This is necessary in certain conditions where Parameter Sniffing (caching a bad execution plan based on your first call; every call thereafter runs very slow) has been identified as an issue. It should not be used in most other scenarios as caching execution plans is usually a good thing.

For example, imagine a LINQ SQL query: orders.Where(o => o.CategoryId = myvalue).

And an Orders table, where 99.9% is category "1" and .01% is category "2".
If you call this searching for category 2, it will cache an execution plan that is absolutely terrible if you then call it for category 1. This is a perfect parameter of parameter sniffing/cached execution plans causing huge performance issues.

In ADO.NET, you would either rename the query parameter to get a new execution plan each time, or add OPTION (RECOMPILE) to the SQL.

EF does not easily give you a way to do either of these, without customization.
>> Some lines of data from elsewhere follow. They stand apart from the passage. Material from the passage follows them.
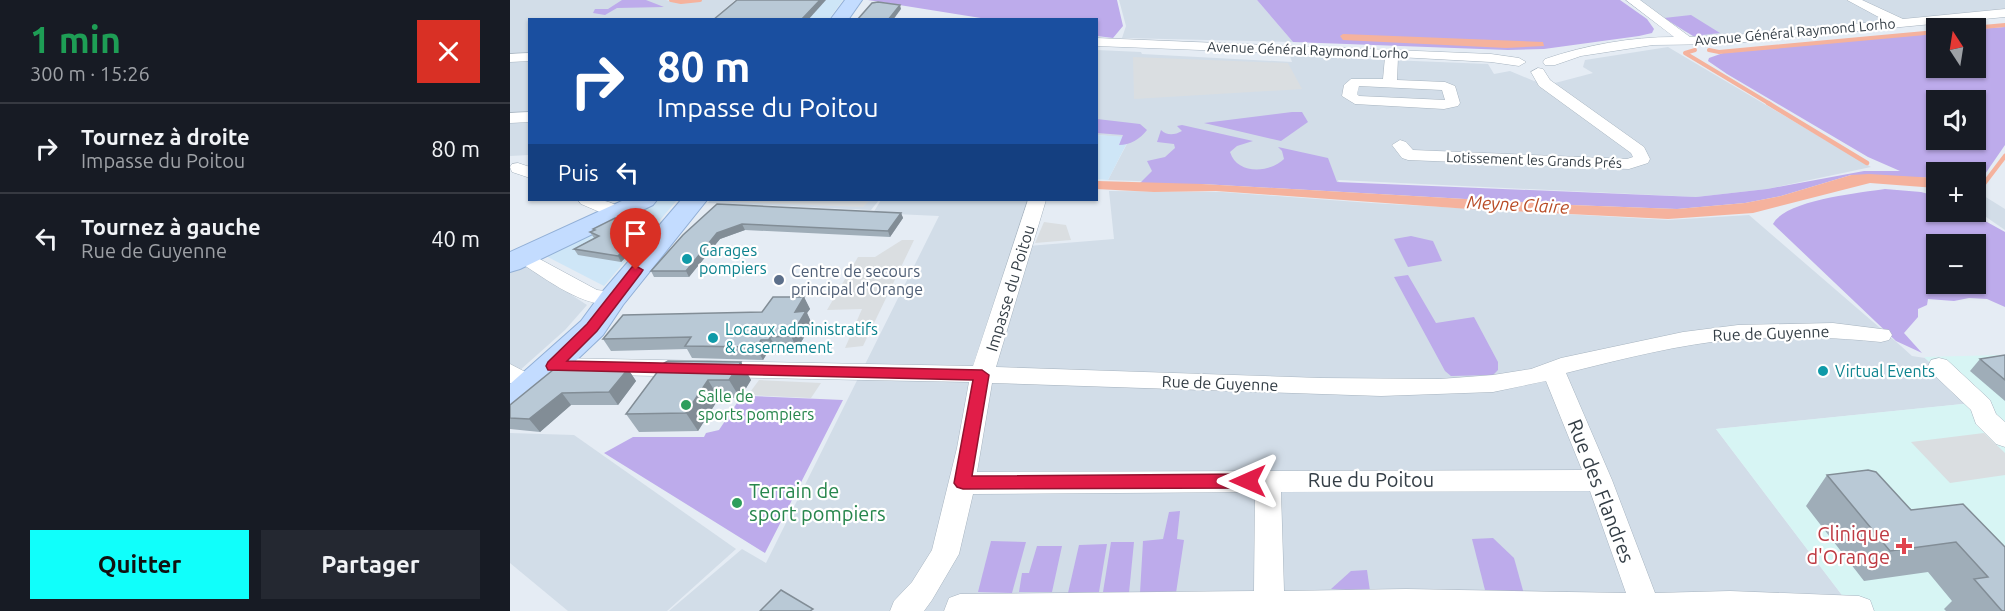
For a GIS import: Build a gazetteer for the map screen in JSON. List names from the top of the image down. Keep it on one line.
{"streets":{"street":["Avenue Général Raymond Lorho","Lotissement les Grands Prés","Impasse du Poitou","Rue de Guyenne","Rue du Poitou","Rue des Flandres"]},"crossings":[["Avenue Général Raymond Lorho","Lotissement les Grands Prés"],["Impasse du Poitou","Rue de Guyenne"],["Impasse du Poitou","Rue du Poitou"],["Rue de Guyenne","Rue des Flandres"],["Rue du Poitou","Rue des Flandres"]],"water":["Meyne Claire"],"places":{"other":["Garages pompiers","Centre de secours principal d'Orange","Locaux administratifs & casernement","Virtual Events","Salle de sports pompiers","Terrain de sport pompiers"],"health":["Clinique d'Orange"]},"north":"top","page":{"heading":["1 min","300 m · 15:26"],"map_buttons":["+","−"],"turn":["80 m","Impasse du Poitou"],"list":[{"name":"Tournez à droite","note":"Impasse du Poitou","value":"80 m"},{"name":"Tournez à gauche","note":"Rue de Guyenne","value":"40 m"}],"then":"Puis","buttons":["Quitter","Partager"]}}
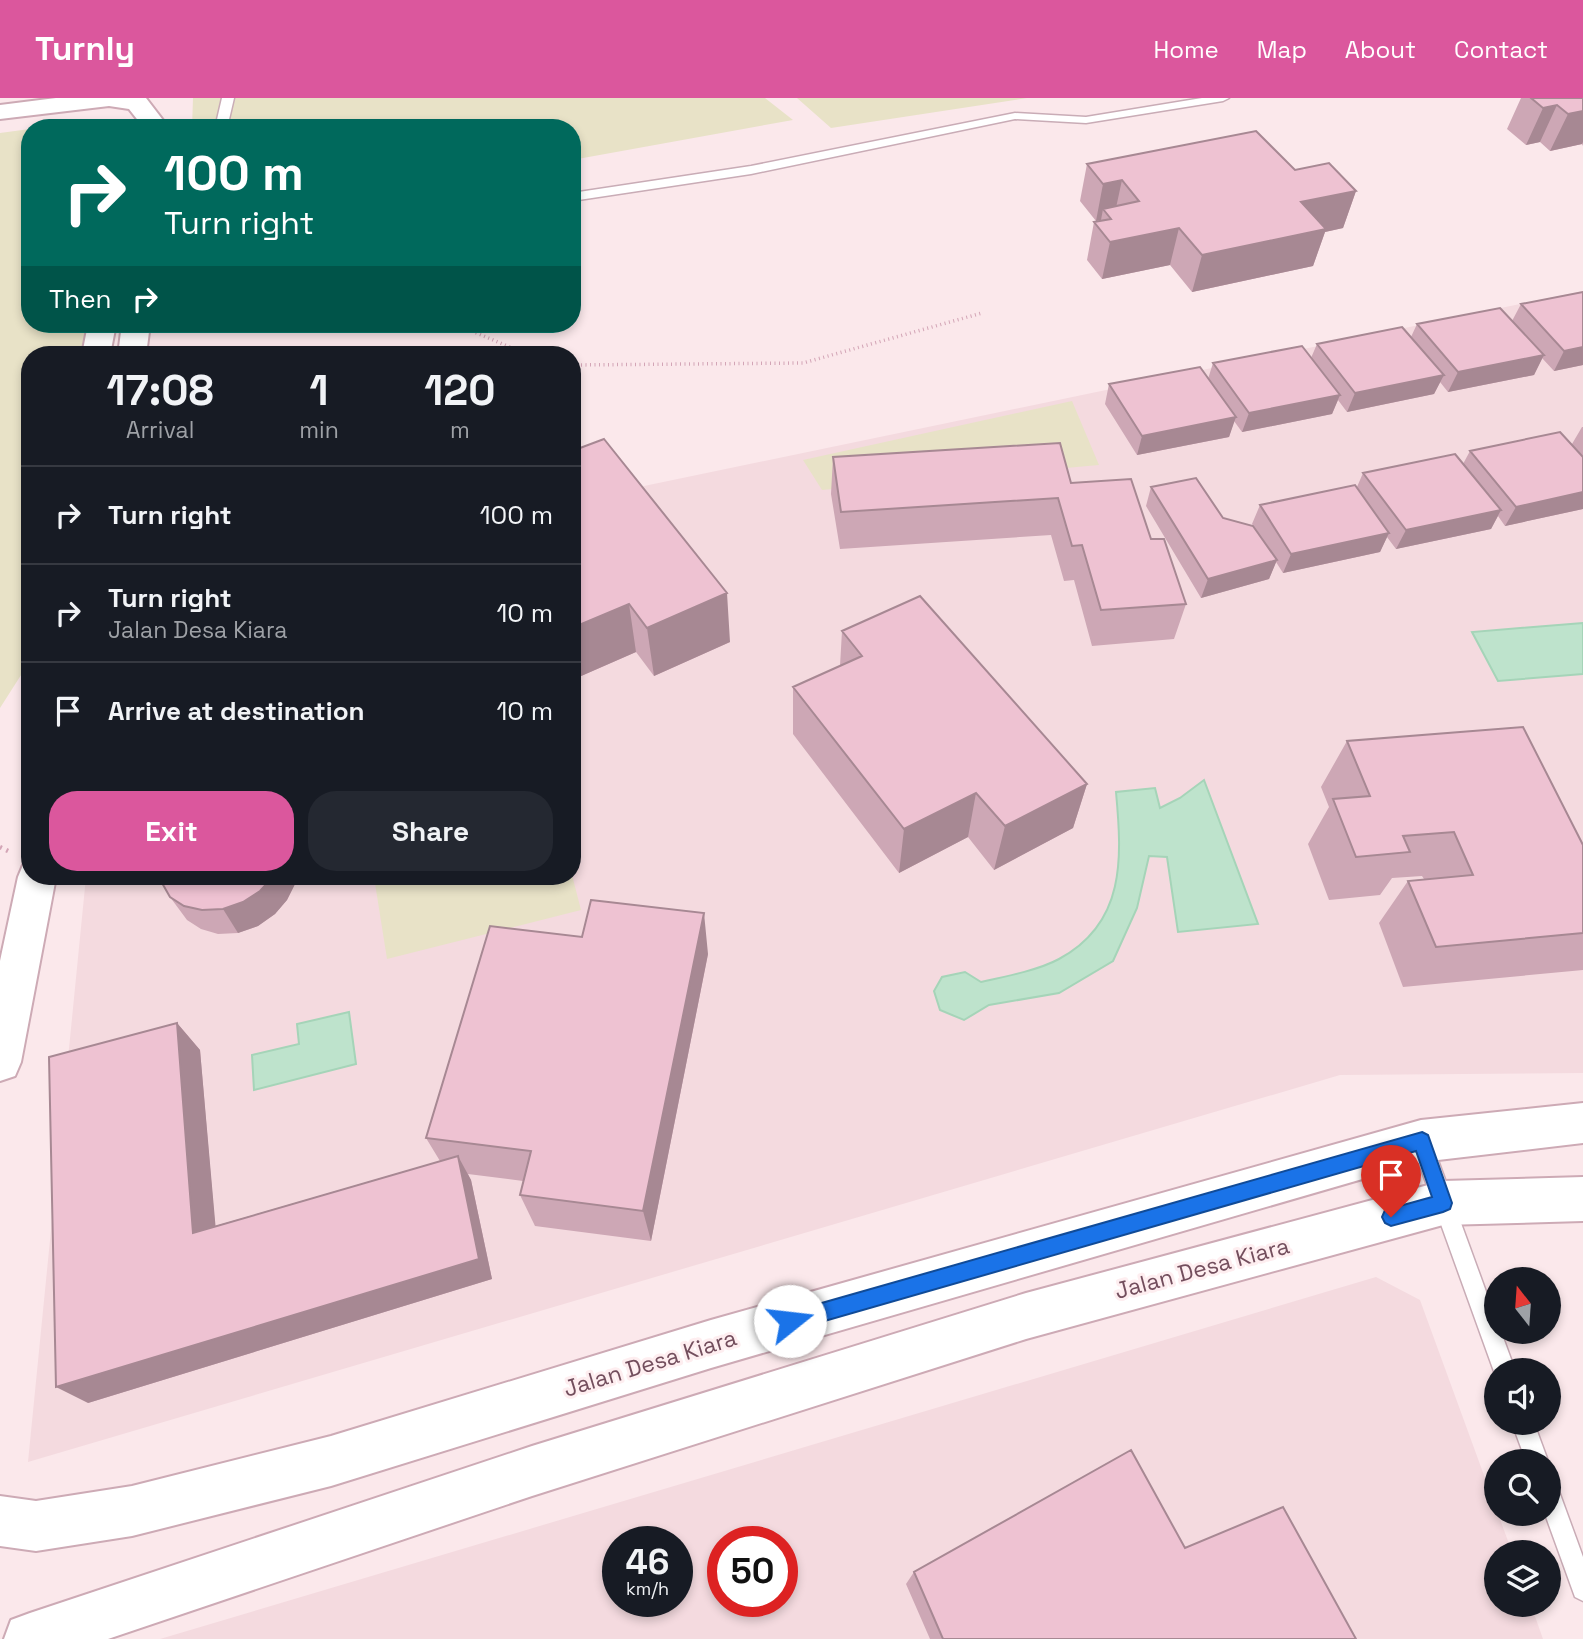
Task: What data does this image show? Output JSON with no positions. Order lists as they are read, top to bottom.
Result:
{
  "streets": {
    "main road": ["Jalan Desa Kiara"]
  },
  "north": "top",
  "page": {
    "header": "Turnly",
    "nav": [
      "Home",
      "Map",
      "About",
      "Contact"
    ],
    "turn": ["100 m", "Turn right"],
    "then": "Then",
    "eta": [
      "17:08",
      "Arrival",
      "1",
      "min",
      "120",
      "m"
    ],
    "list": [
      {
        "name": "Turn right",
        "value": "100 m"
      },
      {
        "name": "Turn right",
        "note": "Jalan Desa Kiara",
        "value": "10 m"
      },
      {
        "name": "Arrive at destination",
        "value": "10 m"
      }
    ],
    "buttons": ["Exit", "Share"],
    "speed": "46 km/h",
    "limit": "50"
  }
}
I have found the following solution for this: Implement DbCommandInterceptor, which requires EF version 6.0 or higher.

[Note: a simpler way to solve this is to disable parameter sniffing at the level of the entire database using this command: DBCC TRACEON (4136,-1); but this will affect every query.]
[Note: if you are calling a Stored Procedure with LINQ, the solution is to use local param vars in the procedure, OR add "OPTION (OPTIMIZE FOR UNKNOWN)" after the order by clause.]

Here is the solution:
Create this class:

using System;
using System.Data.Common;
using System.Data.Entity.Infrastructure.Interception;

public class RecompileDbCommandInterceptor : IDbCommandInterceptor
{
public void NonQueryExecuted(DbCommand command, DbCommandInterceptionContext<int> interceptionContext)
{
}

public void NonQueryExecuting(DbCommand command, DbCommandInterceptionContext<int> interceptionContext)
{
if (!command.CommandText.EndsWith(" option(recompile)"))
{
command.CommandText += " option(recompile)";
}
}

public void ReaderExecuted(DbCommand command, DbCommandInterceptionContext<DbDataReader> interceptionContext)
{
}

public void ReaderExecuting(DbCommand command, DbCommandInterceptionContext<DbDataReader> interceptionContext)
{
if (!command.CommandText.EndsWith(" option(recompile)"))
{
command.CommandText += " option(recompile)";
}
}

public void ScalarExecuted(DbCommand command, DbCommandInterceptionContext<object> interceptionContext)
{
}

public void ScalarExecuting(DbCommand command, DbCommandInterceptionContext<object> interceptionContext)
{
if (!command.CommandText.EndsWith(" option(recompile)"))
{
command.CommandText += " option(recompile)";
}
}
} // class

And then before your query, add the interceptor to the global instance.
You should remove it after your query is done.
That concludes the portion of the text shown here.